Technically... well, I wasn't really paying attention to the minutia of the tech performance.  I know, readers will be disappointed (assuming that ), but I was really caught up with the dance.  One obvious aspect of the design was the stage.  The stage was completely white and completely bare, but the deck separated to form these wild cracks in the ground.  Inspired by Chile in many ways, it is unclear whether this is seismic activity, the Atacama desert, an Andean glacier, the cracks through which so many fell through during the Pinochet regime (many of the songs used and pieces themselves reference the disappeared), or simply dying earth.  

It was truly beautiful.

Monday 26 November 2012

Theater on Both Sides - A Voyeur's Delight

Sleep No More is a tough thing to describe.

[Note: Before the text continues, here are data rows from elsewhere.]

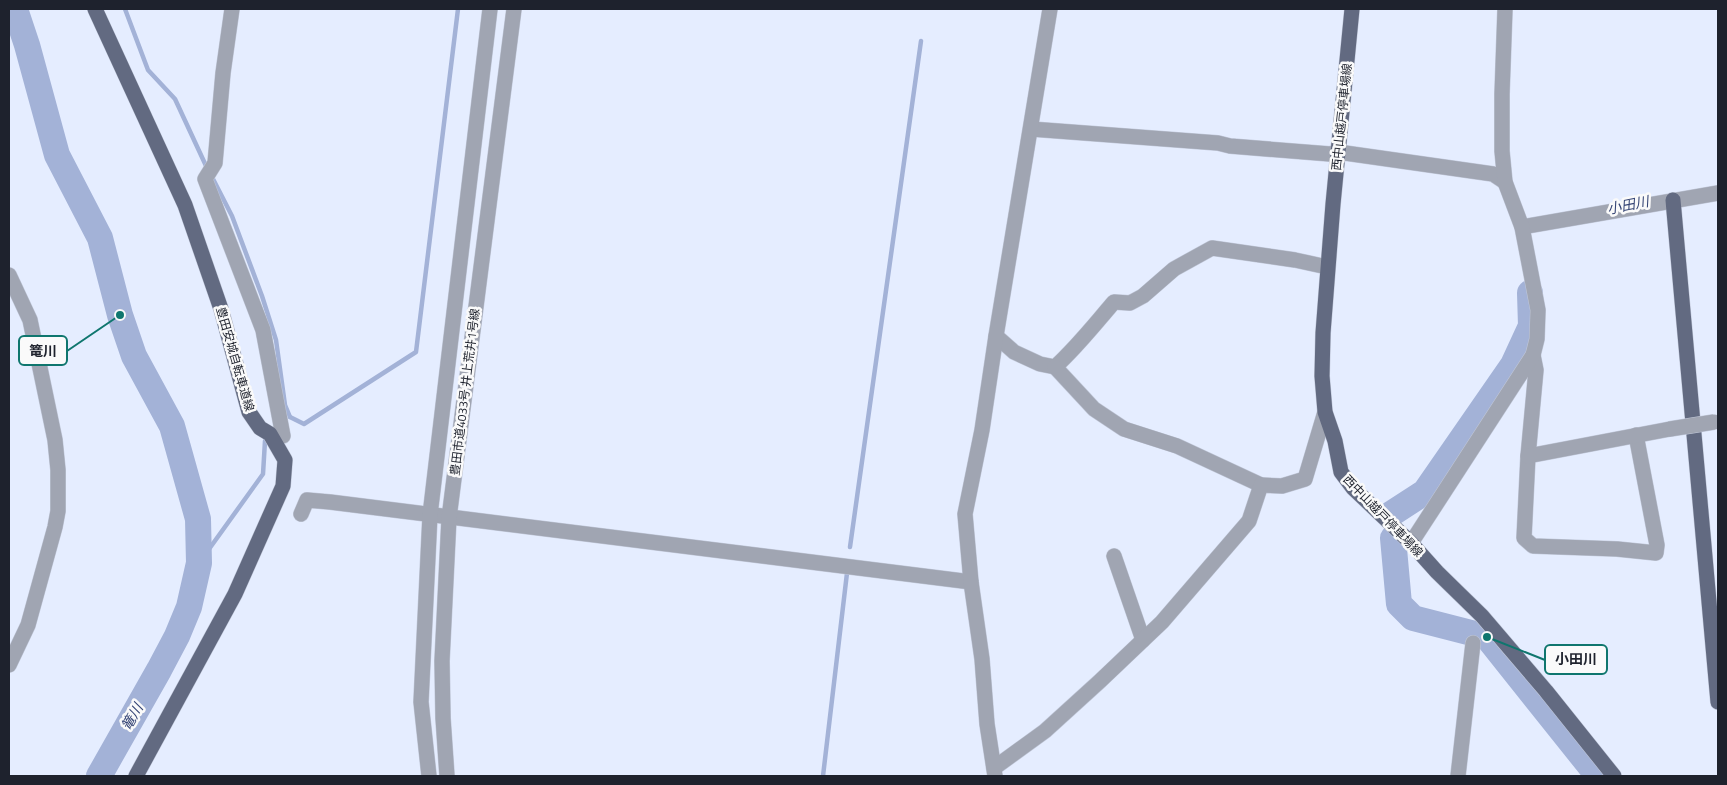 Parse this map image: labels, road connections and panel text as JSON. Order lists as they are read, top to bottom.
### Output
{
  "streets": {
    "main road": ["西中山越戸停車場線", "豊田安城自転車道線"],
    "street": ["豊田市道4033号 井上荒井1号線"]
  },
  "water": ["小田川", "篭川"],
  "places": ["篭川", "小田川"]
} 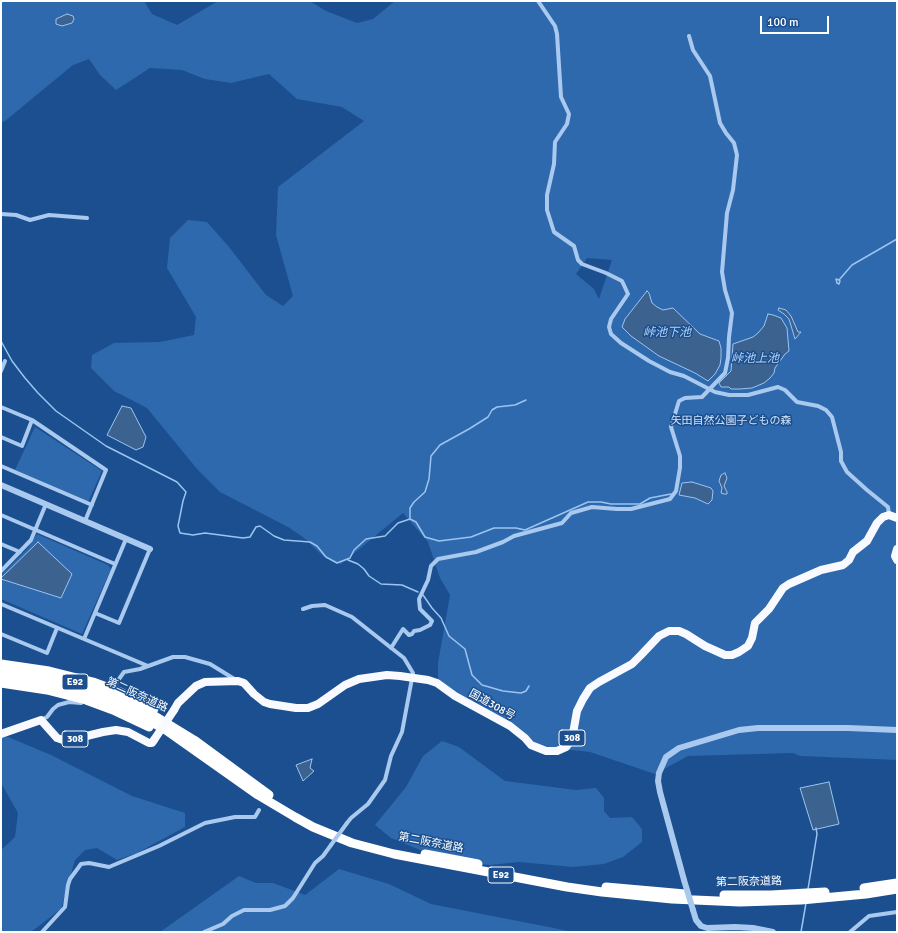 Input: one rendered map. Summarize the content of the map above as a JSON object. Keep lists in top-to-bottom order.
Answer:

It enshrines voyeurism in a 1920's speakeasy Macbeth that is and is not the perennial favorite of high school English classes.  I read it my sophomore year, I'm sure you too were assigned it at some point.  It magically fits a town, a hotel, a banquet hall, a military man's private quarters, a hospital out of your favorite horror movie, a forrest, and a grave yard into the McKittrick Hotel which may or may not be a hotel.  It is silent and anonymous.  The audience is robbed of their voices and their faces by skeletal, Venetian carnival masks and a mandate not to speak once they have left the bar.  Absinthe flows.

It's a choose your own adventure.
I followed Macbeth himself for a while at the beginning of the evening.  Before the banquet, he whispered 1 Corinthians 6:19-20 in a grove in the banquet hall.  I was whisked up four floors by a blood covered Lady Macbeth where I found the hospital.  Crosses and little chapels are hidden everywhere.  I followed background characters through a tailor's and a taxidermist's.  At the end of the night I was brought back to the banquet hall where I saw Hecate dance and Macbeth's demise.  The latter I can only describe in terms of what song it inspired to haunt me for the rest of the week: "The Mercy Seat".  It stays with you.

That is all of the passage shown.